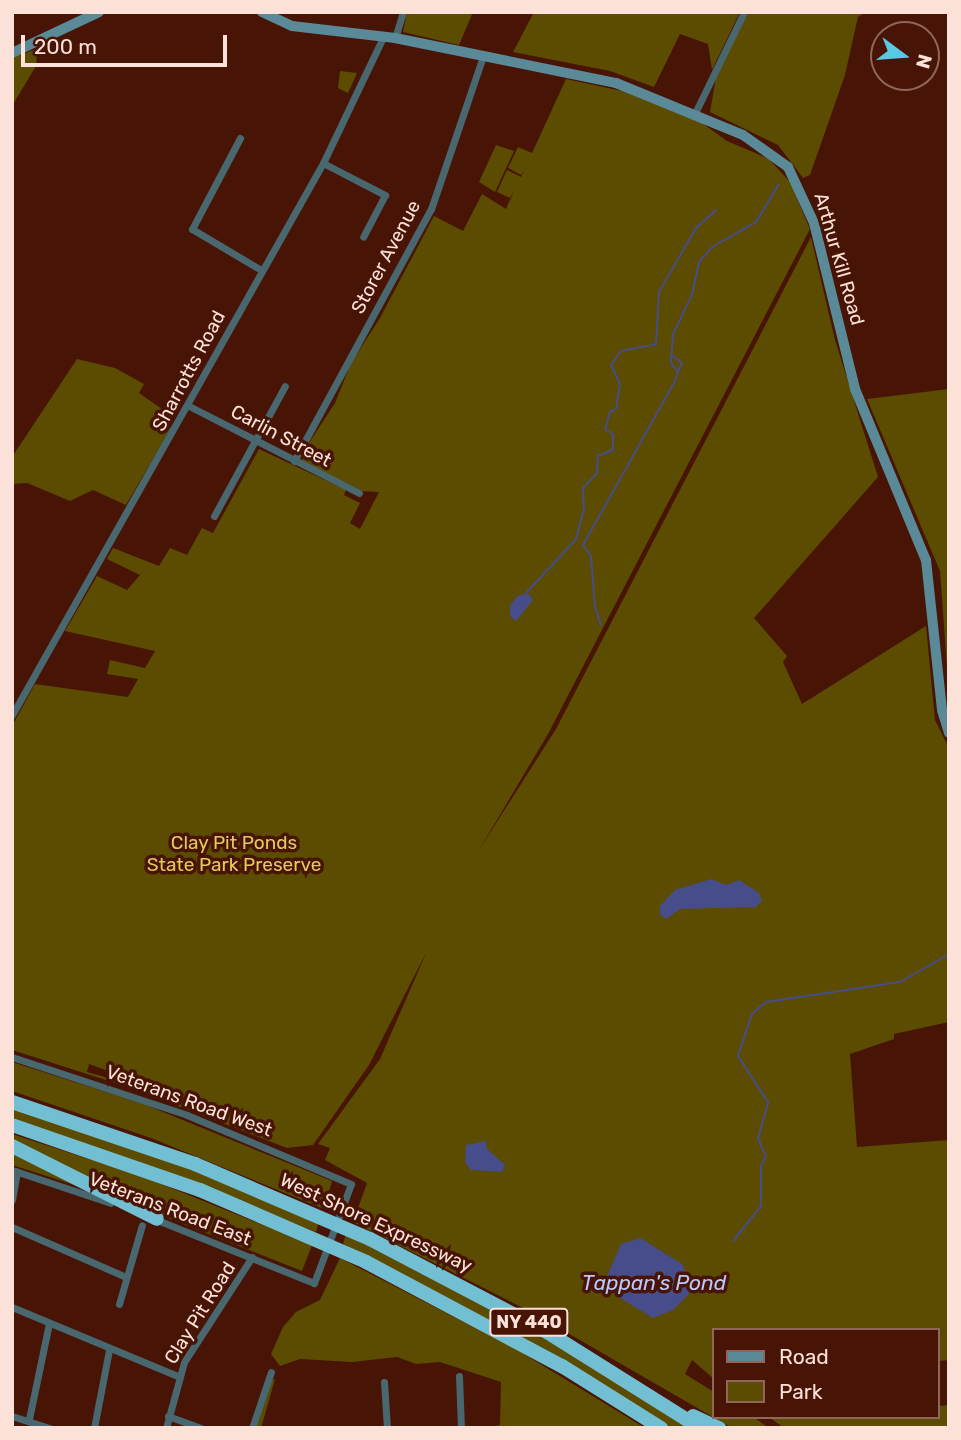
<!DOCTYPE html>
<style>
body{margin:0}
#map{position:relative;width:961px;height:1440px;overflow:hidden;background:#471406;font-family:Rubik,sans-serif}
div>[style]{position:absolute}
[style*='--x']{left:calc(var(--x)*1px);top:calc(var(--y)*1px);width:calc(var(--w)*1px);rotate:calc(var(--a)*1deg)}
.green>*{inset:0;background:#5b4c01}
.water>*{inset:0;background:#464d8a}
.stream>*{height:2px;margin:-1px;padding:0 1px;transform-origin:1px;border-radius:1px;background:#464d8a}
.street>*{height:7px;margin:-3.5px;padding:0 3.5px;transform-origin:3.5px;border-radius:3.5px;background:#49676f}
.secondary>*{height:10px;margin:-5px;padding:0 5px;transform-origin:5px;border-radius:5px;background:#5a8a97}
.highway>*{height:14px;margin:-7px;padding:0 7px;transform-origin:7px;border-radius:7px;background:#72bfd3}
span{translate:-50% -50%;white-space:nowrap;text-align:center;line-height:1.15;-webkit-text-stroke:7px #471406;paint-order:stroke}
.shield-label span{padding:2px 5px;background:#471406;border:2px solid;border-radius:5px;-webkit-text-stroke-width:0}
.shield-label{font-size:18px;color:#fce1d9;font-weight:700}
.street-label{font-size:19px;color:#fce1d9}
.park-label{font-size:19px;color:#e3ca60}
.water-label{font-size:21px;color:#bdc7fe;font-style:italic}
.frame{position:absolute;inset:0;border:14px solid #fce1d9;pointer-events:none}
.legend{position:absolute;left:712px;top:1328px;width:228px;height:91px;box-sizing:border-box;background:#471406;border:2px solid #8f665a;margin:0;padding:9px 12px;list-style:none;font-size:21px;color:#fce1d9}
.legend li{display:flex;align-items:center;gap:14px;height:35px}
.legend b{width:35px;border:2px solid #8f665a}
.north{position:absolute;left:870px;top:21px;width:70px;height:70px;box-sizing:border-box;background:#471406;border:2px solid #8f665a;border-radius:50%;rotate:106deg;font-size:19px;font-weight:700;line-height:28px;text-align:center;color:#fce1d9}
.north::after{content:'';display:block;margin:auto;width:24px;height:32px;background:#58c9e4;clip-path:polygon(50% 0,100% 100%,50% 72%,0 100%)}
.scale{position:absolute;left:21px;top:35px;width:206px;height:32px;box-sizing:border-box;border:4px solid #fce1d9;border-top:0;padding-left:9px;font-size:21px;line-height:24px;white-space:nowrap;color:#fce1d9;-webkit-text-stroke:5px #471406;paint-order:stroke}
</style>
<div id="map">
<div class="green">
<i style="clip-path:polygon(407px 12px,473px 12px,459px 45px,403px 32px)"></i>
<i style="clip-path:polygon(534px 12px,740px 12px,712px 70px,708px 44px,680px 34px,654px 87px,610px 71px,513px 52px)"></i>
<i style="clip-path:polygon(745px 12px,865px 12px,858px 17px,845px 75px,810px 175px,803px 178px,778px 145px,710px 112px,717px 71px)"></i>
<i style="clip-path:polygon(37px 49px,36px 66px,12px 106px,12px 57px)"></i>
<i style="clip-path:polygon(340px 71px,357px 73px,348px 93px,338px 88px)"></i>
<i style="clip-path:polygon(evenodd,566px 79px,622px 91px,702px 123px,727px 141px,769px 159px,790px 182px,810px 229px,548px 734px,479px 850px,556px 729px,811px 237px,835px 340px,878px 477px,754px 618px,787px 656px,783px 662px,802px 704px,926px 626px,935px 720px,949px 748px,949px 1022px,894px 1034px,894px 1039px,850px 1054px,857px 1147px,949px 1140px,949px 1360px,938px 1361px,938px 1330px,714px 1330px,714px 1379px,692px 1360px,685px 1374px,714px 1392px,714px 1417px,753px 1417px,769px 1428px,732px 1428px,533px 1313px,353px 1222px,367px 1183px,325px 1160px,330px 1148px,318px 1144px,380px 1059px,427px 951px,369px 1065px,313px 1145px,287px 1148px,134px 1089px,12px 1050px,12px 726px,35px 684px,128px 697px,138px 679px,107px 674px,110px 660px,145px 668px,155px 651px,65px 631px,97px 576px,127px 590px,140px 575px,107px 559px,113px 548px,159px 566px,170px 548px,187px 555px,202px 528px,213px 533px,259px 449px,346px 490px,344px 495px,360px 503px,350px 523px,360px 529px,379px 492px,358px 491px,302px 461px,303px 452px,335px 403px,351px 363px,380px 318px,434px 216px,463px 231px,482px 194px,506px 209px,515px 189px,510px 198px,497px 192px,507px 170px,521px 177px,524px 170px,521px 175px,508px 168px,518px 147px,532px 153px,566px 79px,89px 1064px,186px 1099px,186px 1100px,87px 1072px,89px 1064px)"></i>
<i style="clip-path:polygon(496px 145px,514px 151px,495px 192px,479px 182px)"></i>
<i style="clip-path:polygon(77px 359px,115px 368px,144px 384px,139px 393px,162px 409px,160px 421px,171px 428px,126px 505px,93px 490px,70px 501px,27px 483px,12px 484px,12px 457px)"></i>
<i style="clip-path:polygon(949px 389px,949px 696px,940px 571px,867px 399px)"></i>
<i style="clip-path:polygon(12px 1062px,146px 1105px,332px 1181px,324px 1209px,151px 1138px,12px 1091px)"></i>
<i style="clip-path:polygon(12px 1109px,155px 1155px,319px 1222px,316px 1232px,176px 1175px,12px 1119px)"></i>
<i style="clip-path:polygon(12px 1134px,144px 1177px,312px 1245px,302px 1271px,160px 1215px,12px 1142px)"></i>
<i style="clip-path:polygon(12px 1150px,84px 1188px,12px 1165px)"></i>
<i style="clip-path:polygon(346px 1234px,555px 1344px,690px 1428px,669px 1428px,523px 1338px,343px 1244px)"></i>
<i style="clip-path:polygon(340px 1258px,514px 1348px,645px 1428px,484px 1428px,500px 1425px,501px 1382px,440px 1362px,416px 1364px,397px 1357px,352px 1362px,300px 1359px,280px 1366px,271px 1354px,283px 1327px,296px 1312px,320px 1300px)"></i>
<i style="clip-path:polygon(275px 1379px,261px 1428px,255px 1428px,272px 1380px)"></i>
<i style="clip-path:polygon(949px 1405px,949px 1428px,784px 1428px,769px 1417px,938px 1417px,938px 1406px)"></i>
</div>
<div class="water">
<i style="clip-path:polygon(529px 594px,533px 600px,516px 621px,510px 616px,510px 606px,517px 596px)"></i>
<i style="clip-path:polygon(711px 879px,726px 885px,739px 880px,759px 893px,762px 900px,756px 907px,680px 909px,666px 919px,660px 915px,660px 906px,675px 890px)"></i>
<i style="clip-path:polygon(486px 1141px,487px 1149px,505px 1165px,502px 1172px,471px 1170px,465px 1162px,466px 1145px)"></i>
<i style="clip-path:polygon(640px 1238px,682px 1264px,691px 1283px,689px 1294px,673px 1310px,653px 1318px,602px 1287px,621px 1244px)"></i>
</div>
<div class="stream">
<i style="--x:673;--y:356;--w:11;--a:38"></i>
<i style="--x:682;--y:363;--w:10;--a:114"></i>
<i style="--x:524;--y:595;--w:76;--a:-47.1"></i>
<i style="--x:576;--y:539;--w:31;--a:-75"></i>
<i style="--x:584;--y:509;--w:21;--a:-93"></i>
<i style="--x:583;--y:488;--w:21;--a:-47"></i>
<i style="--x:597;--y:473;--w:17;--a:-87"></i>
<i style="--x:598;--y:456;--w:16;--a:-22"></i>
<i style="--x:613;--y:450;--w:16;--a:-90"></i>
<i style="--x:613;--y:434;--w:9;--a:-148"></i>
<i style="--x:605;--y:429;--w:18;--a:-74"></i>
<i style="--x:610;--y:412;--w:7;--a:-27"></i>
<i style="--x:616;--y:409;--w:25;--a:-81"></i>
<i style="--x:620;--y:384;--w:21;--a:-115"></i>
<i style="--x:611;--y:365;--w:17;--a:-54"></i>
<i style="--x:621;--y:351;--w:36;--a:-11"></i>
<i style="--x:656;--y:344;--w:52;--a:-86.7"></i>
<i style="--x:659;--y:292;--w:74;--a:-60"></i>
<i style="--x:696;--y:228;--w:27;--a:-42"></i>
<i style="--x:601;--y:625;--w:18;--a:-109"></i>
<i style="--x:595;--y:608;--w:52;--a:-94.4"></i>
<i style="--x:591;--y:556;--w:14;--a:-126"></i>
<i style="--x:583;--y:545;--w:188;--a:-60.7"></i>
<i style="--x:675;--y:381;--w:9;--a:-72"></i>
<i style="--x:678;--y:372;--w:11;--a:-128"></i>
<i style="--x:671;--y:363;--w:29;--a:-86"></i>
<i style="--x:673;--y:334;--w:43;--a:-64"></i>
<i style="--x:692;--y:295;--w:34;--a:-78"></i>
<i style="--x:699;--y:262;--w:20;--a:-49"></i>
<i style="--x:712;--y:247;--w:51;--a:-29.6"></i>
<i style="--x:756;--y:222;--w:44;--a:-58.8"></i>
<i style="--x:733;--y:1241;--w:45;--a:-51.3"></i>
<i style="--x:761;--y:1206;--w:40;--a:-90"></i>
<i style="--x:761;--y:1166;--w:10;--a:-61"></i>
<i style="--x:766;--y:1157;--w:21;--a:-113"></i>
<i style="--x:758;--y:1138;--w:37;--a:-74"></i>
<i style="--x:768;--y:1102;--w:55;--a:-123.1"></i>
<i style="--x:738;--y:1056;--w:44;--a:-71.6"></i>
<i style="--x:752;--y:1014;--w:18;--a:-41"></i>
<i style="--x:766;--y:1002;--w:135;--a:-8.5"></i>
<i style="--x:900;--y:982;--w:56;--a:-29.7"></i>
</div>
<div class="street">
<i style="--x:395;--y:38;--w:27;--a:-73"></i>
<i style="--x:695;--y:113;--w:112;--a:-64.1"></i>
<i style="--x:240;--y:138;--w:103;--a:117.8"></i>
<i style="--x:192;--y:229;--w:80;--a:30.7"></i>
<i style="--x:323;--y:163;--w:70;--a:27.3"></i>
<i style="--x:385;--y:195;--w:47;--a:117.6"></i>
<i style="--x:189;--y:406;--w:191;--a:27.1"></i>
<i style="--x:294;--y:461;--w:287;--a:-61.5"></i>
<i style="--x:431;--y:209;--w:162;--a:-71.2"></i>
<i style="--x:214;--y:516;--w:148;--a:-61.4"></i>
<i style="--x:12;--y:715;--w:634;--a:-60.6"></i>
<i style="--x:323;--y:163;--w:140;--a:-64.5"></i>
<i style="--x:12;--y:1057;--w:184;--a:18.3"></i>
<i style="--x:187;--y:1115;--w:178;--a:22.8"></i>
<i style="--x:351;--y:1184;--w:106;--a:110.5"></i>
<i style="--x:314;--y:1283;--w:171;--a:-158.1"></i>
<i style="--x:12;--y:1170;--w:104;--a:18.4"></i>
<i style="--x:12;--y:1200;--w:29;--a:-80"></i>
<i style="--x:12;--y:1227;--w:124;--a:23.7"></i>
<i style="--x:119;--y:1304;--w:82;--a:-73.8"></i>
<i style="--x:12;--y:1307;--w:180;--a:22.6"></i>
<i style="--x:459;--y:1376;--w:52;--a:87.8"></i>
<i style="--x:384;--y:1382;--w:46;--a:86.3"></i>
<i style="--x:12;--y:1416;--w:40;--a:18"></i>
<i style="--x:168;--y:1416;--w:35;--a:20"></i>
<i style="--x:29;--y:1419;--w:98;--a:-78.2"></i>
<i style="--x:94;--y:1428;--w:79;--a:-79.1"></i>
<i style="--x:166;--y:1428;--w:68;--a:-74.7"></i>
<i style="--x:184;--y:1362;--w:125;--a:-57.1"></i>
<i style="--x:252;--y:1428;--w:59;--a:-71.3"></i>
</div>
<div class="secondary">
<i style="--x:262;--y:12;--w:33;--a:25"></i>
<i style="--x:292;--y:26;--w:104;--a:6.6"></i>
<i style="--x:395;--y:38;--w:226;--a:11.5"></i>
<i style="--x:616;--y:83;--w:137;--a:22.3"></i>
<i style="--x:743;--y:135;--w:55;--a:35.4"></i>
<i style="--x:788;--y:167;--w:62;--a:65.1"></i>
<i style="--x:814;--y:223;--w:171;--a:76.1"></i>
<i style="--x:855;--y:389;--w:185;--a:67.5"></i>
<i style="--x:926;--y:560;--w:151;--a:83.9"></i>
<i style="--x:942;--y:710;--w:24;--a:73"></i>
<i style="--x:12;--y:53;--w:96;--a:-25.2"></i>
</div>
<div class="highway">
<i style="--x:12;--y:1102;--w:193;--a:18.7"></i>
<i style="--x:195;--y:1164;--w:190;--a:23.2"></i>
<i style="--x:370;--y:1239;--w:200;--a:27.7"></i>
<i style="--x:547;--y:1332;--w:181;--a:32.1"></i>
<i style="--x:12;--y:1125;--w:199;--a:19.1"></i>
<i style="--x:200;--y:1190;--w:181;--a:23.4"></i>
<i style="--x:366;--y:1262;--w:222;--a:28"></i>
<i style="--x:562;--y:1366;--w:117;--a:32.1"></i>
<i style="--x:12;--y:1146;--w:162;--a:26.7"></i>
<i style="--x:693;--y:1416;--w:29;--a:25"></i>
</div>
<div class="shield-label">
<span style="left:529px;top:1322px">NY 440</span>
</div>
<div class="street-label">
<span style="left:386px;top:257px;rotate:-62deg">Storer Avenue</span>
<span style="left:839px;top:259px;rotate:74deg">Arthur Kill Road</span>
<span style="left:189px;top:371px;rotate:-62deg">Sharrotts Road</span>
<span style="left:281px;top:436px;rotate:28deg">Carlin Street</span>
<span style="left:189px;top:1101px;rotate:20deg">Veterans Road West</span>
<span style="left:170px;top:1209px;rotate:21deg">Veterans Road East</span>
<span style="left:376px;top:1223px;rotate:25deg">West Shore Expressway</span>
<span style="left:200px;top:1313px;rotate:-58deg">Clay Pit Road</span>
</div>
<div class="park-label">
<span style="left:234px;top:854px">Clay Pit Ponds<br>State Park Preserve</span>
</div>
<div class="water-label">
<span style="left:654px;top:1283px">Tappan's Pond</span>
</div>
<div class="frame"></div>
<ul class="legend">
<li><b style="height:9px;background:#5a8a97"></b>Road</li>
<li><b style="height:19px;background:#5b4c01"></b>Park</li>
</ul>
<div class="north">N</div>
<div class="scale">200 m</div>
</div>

> _ABOUT THIS EXERCISE_
Search the listing above for the string "stream" and copy each line that has it.

> _RESPONSE_
.stream>*{height:2px;margin:-1px;padding:0 1px;transform-origin:1px;border-radius:1px;background:#464d8a}
<div class="stream">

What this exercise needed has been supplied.